• _WHAT YOU SHOULD DO_
Lines in the listing below that hold "Abierto" are the ones to copy.
- - - -
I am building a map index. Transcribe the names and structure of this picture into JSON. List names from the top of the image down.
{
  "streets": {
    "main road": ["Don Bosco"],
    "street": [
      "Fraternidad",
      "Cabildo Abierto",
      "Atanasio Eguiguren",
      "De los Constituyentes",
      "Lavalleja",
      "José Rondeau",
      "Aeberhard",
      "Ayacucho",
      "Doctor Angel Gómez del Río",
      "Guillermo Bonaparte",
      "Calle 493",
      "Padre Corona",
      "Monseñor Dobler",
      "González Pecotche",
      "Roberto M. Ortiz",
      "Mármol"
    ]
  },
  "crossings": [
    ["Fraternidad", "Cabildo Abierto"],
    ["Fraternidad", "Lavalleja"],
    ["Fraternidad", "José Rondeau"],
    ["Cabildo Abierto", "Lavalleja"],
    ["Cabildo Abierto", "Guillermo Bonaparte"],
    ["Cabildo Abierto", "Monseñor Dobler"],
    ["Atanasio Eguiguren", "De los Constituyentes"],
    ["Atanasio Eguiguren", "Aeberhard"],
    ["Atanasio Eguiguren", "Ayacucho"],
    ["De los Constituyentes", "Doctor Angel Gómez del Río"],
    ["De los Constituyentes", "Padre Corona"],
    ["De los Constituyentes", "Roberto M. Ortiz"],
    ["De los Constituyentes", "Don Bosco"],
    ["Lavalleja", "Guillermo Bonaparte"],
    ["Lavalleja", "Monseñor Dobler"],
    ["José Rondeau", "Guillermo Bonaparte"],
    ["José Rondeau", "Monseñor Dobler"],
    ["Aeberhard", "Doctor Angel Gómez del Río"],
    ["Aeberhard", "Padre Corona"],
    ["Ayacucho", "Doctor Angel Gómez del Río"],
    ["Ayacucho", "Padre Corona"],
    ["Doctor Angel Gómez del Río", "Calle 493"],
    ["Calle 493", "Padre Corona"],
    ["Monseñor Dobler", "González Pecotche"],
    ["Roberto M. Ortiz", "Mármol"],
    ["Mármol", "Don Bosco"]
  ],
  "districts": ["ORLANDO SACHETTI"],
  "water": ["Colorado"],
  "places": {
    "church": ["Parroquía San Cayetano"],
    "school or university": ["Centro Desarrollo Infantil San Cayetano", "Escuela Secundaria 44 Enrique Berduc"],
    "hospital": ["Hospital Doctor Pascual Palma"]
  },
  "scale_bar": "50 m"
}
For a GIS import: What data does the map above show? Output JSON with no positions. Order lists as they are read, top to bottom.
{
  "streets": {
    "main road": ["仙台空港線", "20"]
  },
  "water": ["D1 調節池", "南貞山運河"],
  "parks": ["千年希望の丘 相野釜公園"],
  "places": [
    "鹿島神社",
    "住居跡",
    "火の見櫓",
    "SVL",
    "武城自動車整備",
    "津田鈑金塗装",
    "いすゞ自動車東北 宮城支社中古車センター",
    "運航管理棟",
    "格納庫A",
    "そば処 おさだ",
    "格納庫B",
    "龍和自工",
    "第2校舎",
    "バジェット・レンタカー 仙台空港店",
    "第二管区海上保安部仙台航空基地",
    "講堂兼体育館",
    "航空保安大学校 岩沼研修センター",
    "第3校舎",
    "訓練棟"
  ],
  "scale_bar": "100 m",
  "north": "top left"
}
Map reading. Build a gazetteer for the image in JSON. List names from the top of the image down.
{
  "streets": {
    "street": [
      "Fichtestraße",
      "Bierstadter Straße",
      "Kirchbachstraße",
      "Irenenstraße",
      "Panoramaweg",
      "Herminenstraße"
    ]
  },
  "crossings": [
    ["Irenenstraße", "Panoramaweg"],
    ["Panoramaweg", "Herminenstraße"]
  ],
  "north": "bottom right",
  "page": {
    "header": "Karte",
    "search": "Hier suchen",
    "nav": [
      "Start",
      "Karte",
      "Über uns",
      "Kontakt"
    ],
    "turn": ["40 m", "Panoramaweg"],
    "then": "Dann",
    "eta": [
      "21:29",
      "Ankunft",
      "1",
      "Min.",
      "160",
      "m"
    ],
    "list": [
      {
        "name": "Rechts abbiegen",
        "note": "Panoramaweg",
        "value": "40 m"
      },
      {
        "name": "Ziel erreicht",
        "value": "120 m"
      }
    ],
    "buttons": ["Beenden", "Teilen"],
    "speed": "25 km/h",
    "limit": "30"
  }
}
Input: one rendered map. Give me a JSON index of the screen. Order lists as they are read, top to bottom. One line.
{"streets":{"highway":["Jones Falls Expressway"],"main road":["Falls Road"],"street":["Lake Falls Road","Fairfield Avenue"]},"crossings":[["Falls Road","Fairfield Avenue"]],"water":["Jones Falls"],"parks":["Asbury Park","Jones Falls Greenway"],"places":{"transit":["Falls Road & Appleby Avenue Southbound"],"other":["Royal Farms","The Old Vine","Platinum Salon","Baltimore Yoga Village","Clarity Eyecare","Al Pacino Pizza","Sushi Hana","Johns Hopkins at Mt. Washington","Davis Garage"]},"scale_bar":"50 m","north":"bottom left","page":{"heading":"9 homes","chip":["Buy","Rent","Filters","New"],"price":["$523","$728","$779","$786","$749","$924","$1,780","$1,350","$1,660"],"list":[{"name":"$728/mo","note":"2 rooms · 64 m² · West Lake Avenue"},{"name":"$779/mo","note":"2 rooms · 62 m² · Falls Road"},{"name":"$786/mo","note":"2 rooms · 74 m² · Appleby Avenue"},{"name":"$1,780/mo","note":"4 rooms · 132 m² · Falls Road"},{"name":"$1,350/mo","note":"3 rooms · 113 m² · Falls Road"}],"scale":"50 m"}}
- - - -
• _ANSWER BOX_
      "Cabildo Abierto",
    ["Fraternidad", "Cabildo Abierto"],
    ["Cabildo Abierto", "Lavalleja"],
    ["Cabildo Abierto", "Guillermo Bonaparte"],
    ["Cabildo Abierto", "Monseñor Dobler"],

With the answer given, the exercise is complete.